Deviled Eggs - Kid's Easter Recipe

We are just beginning to enjoy some of the first tastes of spring. I packed a picnic lunch for my children a few days ago and headed off to our local botanical gardens. Watching my little ones delight in the colors, sights and scents of mother nature in bloom was such a treat.

Deviled Eggs - fine picnic fare; a recipe simple enough for a toddler to follow; the pièce de résistance at the Easter Brunch Table.

If you are in search of a classic deviled egg recipe, or looking to try some new flavors, you must check out, they have some great inspirations. Though the ingredients are traditional, our recipe measurements this week are "as the child adds them". My chef has such fun being in full command of the dish; and they turned out deliciously devilish.

6 Hard Boiled Eggs
2 Heaping Table Spoon of Mayonnaise
1 Good Squeeze of Mustard
A quick shake of salt
A long shake of pepper
1 Cap full of Vinegar
1 Cucumber
Some carrot and shredded lettuce for garnish

Our young chef begins by peeling her half dozen boiled eggs.

The eggs are cut length wise and the yolks are removed and placed in a small mixing bowl.

Our chef adds two heaping table spoons of mayonnaise (~ 1/4 cup) to the yolks in the bowl.
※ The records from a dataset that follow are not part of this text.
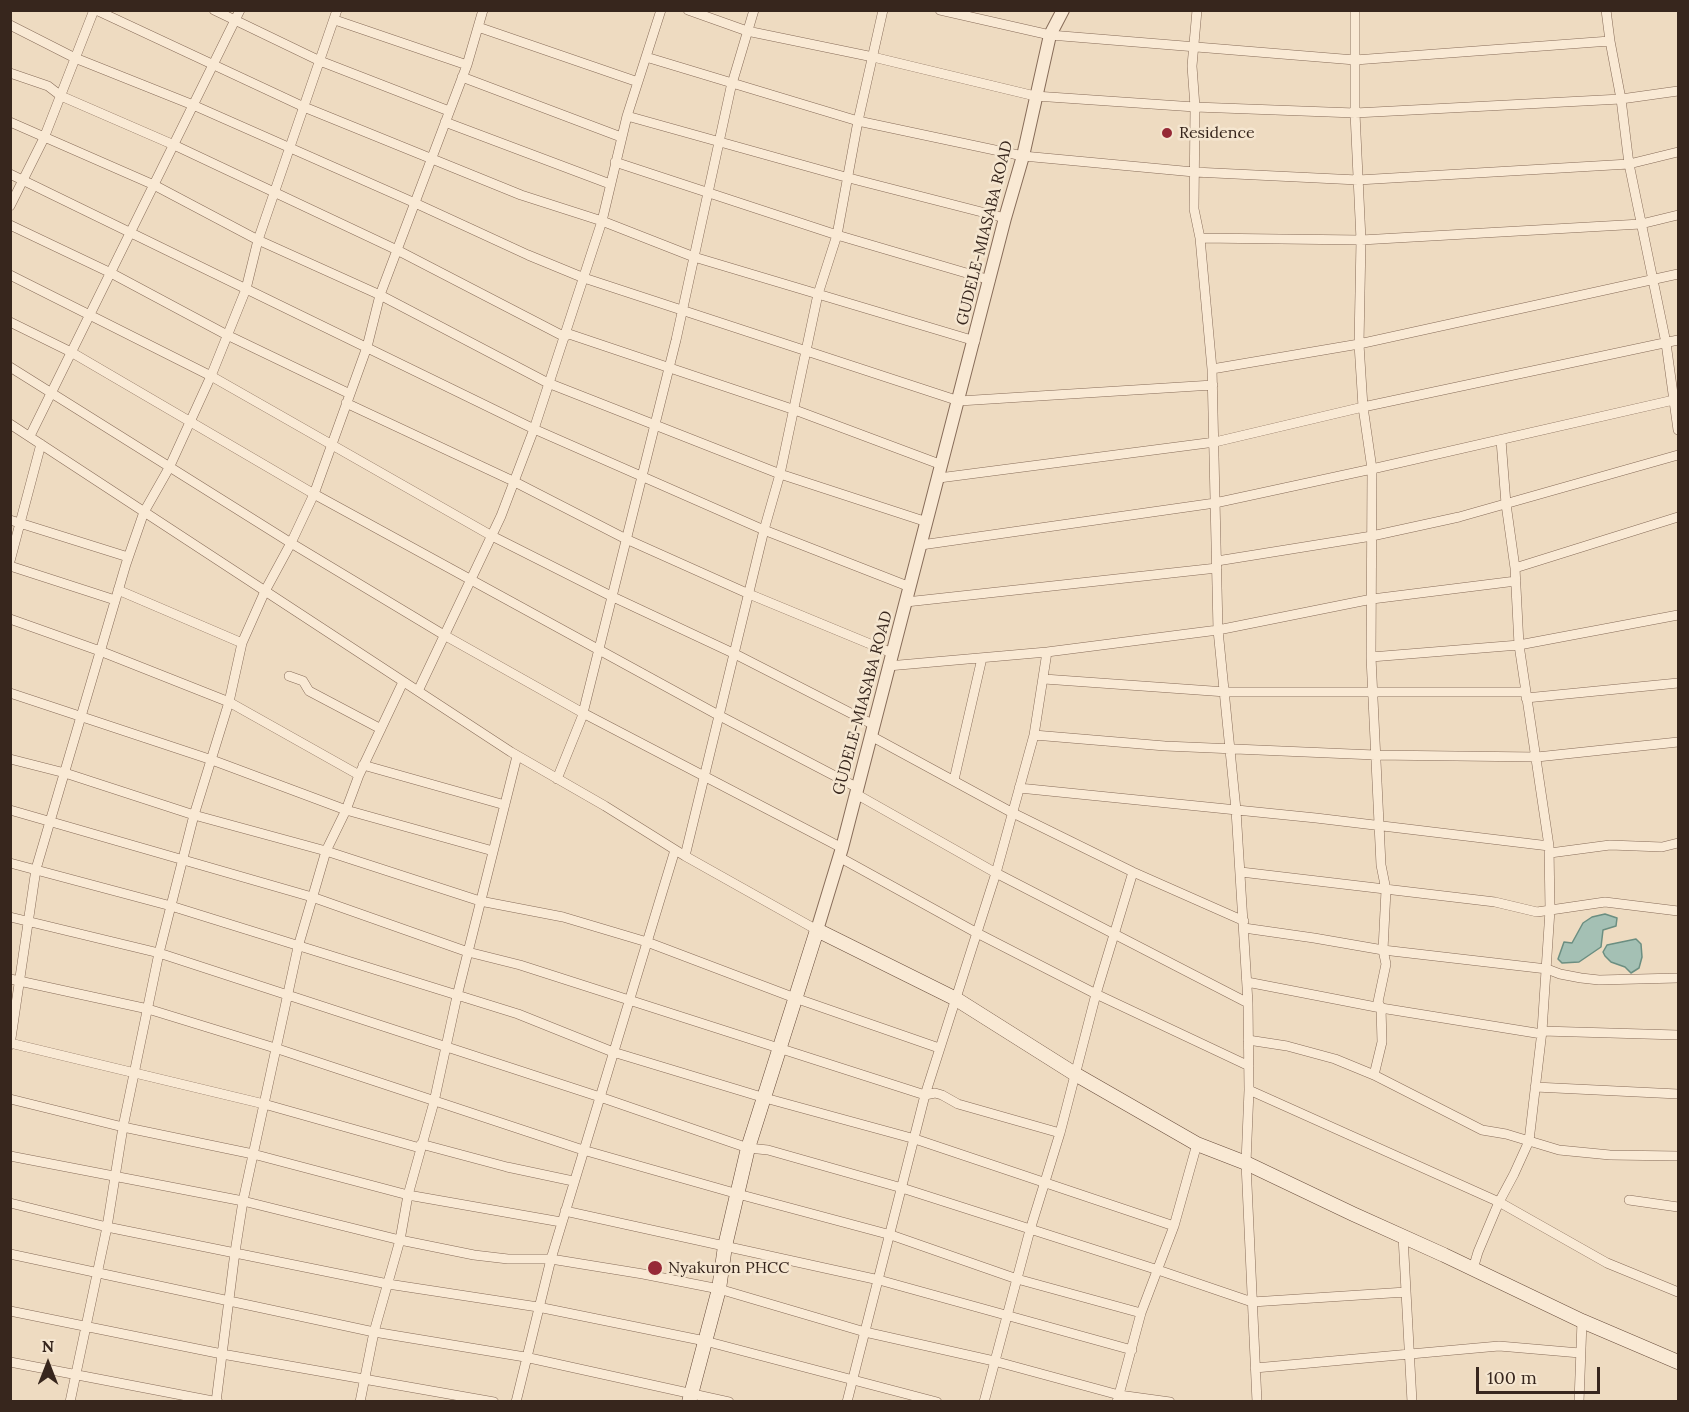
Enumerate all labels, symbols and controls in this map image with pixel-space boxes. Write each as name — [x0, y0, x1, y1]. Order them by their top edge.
place label: Residence — [1179, 123, 1255, 143]
marker: Residence — [1160, 126, 1174, 140]
street label: GUDELE-MIASABA ROAD — [953, 139, 1017, 327]
street label: GUDELE-MIASABA ROAD — [829, 609, 897, 797]
place label: Nyakuron PHCC — [668, 1258, 789, 1278]
marker: Nyakuron PHCC — [646, 1259, 664, 1277]
north arrow — [18, 1334, 78, 1394]
text: N — [42, 1336, 54, 1356]
scale bar — [1479, 1355, 1604, 1393]
text: 100 m — [1487, 1366, 1537, 1389]

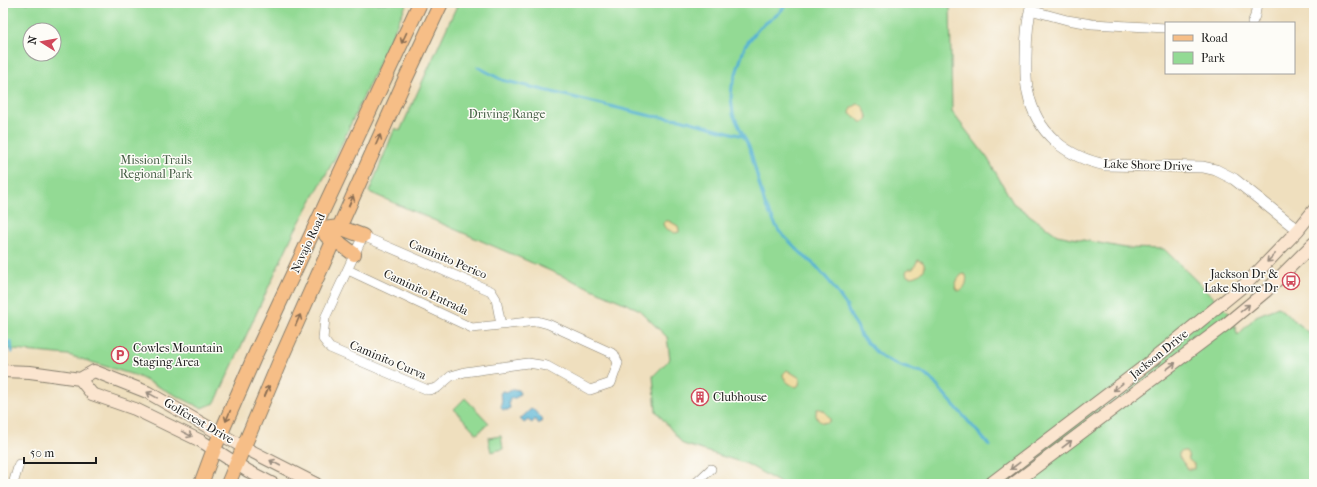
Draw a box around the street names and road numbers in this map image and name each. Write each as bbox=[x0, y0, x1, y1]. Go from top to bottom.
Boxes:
street label: Lake Shore Drive bbox=[1103, 156, 1193, 174]
street label: Navajo Road bbox=[288, 211, 328, 275]
street label: Caminito Perico bbox=[407, 236, 489, 282]
street label: Caminito Entrada bbox=[381, 266, 471, 318]
street label: Jackson Drive bbox=[1126, 326, 1191, 382]
street label: Caminito Curva bbox=[348, 338, 429, 383]
street label: Golfcrest Drive bbox=[162, 395, 237, 447]

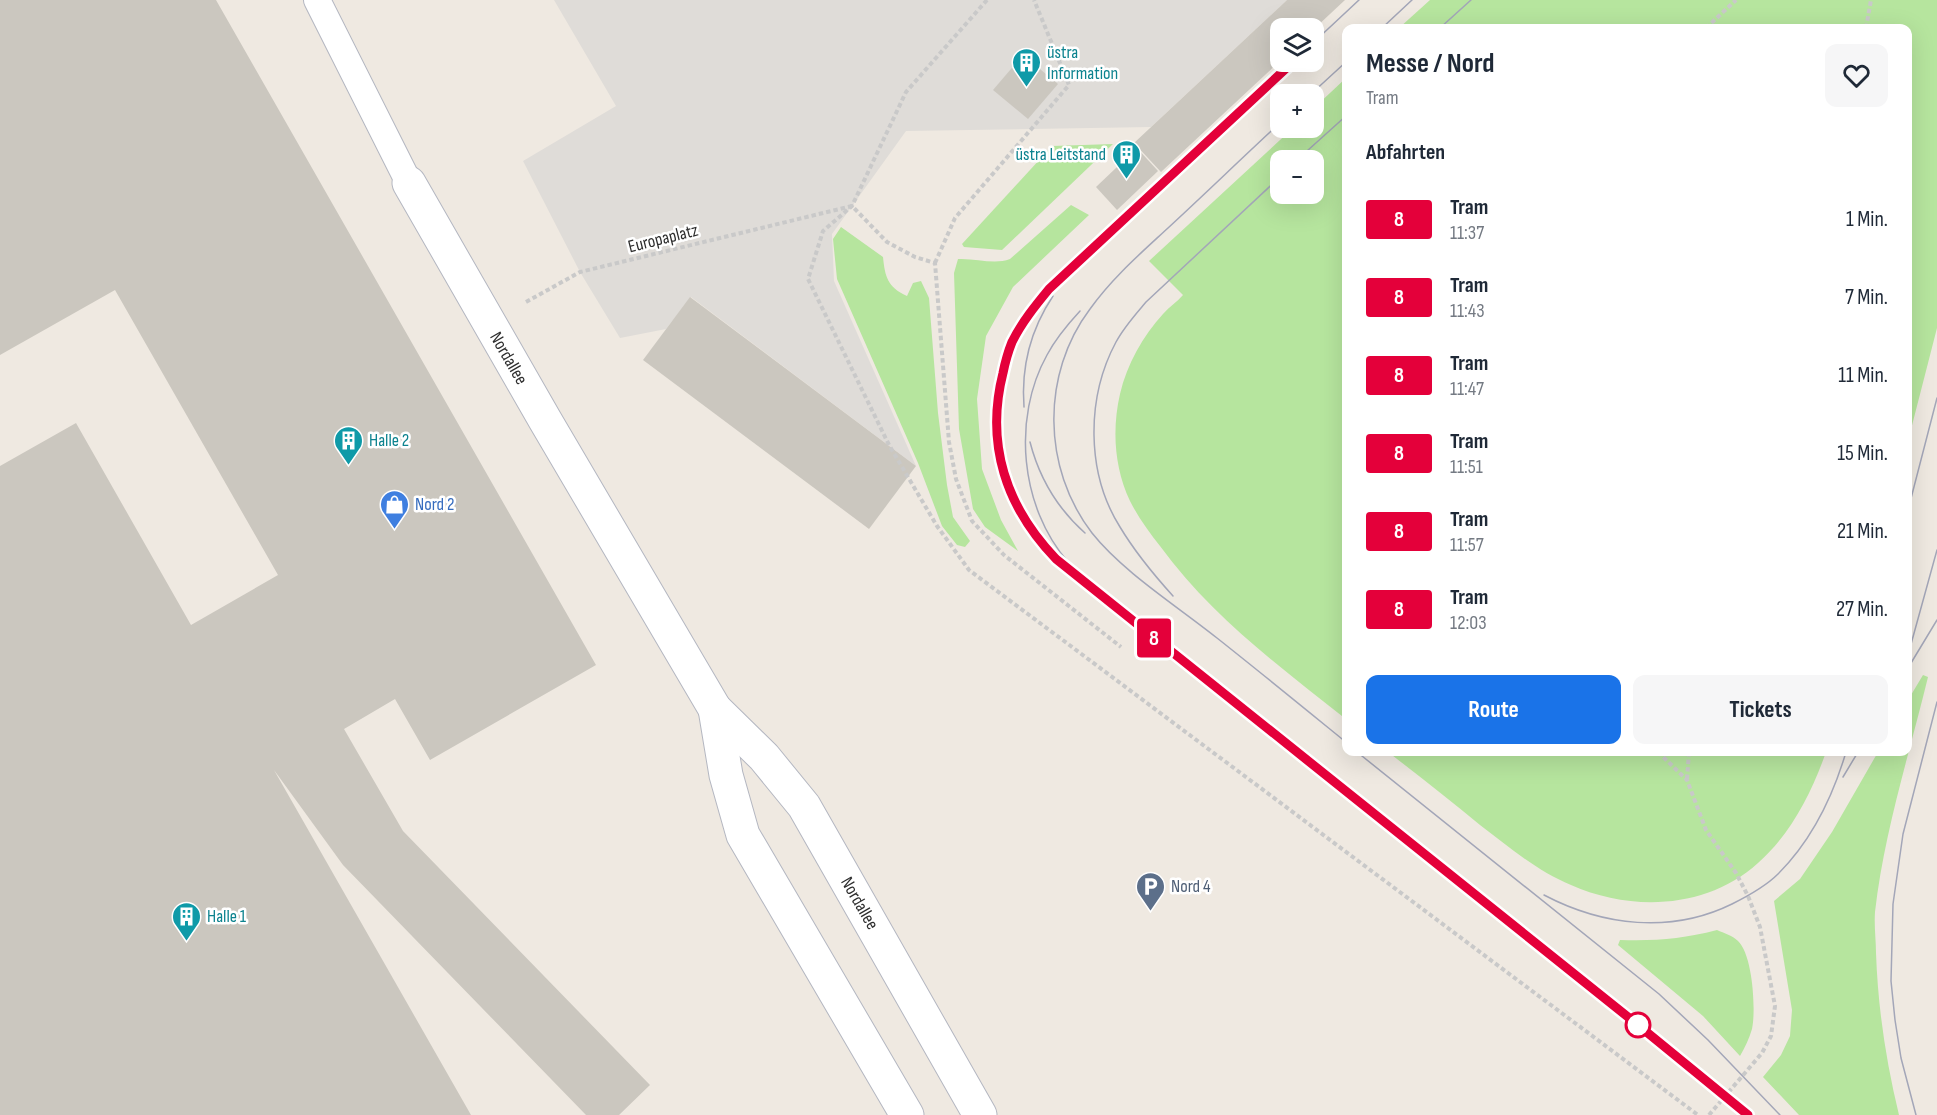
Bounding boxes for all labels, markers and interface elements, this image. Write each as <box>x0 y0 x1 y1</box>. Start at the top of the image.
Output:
map controls <box>1270 18 1324 204</box>
button: layers <box>1270 18 1324 72</box>
place label: üstra Information <box>1047 42 1118 84</box>
button: heart <box>1825 44 1888 107</box>
building icon: üstra Information <box>1010 46 1042 88</box>
text: Messe / Nord <box>1366 47 1495 80</box>
button: + <box>1270 84 1324 138</box>
text: Tram <box>1366 86 1399 110</box>
building icon: üstra Leitstand <box>1111 138 1143 180</box>
text: Abfahrten <box>1366 139 1445 166</box>
place label: üstra Leitstand <box>1015 144 1106 165</box>
button: − <box>1270 150 1324 204</box>
text: Tram <box>1450 194 1488 221</box>
text: 1 Min. <box>1846 206 1888 233</box>
text: 8 <box>1394 207 1404 232</box>
street label: Europaplatz <box>626 220 701 257</box>
text: 11:37 <box>1450 221 1484 245</box>
text: Tram <box>1450 272 1488 299</box>
text: 7 Min. <box>1845 284 1888 311</box>
text: 8 <box>1394 285 1404 310</box>
text: 11:43 <box>1450 299 1485 323</box>
street label: Nordallee <box>485 328 532 388</box>
text: Tram <box>1450 350 1488 377</box>
text: 11 Min. <box>1838 362 1888 389</box>
text: 8 <box>1394 363 1404 388</box>
text: 11:47 <box>1450 377 1484 401</box>
building icon: Halle 2 <box>332 424 364 466</box>
text: Tram <box>1450 428 1488 455</box>
place label: Halle 2 <box>369 430 409 451</box>
text: 15 Min. <box>1837 440 1888 467</box>
text: 8 <box>1394 441 1404 466</box>
text: 11:51 <box>1450 455 1483 479</box>
shop icon: Nord 2 <box>378 488 410 530</box>
place label: Nord 2 <box>415 494 454 515</box>
text: Tram <box>1450 506 1488 533</box>
text: 21 Min. <box>1837 518 1888 545</box>
text: 8 <box>1394 519 1404 544</box>
text: 11:57 <box>1450 533 1484 557</box>
text: Tram <box>1450 584 1488 611</box>
text: 27 Min. <box>1836 596 1888 623</box>
text: 8 <box>1394 597 1404 622</box>
text: 12:03 <box>1450 611 1487 635</box>
line badge: 8 <box>1134 618 1174 658</box>
text: 8 <box>1149 626 1159 651</box>
button: Route <box>1366 675 1621 744</box>
button: Tickets <box>1633 675 1888 744</box>
parking icon: Nord 4 <box>1134 870 1166 912</box>
street label: Nordallee <box>836 873 883 933</box>
place label: Nord 4 <box>1171 876 1211 897</box>
building icon: Halle 1 <box>170 900 202 942</box>
place label: Halle 1 <box>207 906 247 927</box>
unlabelled marker <box>1625 1012 1651 1038</box>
A healthy squeeze of classic yellow mustard is then added (~2 tsp.)

Our chef then adds 1 tsp vinegar to the mixture.

Add salt and pepper to taste.

The ingredients should be well combined until creamy in texture.

Using a pastry bag, our little chef then pipes the mixture back into the egg halves.

A melon baller is used to scoop half rounds are cut from a cucumber.

A small carrot wedge is placed on the narrow side of the egg, allowing it to extend slightly over the edge. This will become our deviled duck's beak. Recipe for Kids - Deviled Eggs Our chef then centers the rounded cucumber between the carrot and yolk mixture, giving our duck a stately and yet peaceful appearance. Shredded lettuce is used for a garnish.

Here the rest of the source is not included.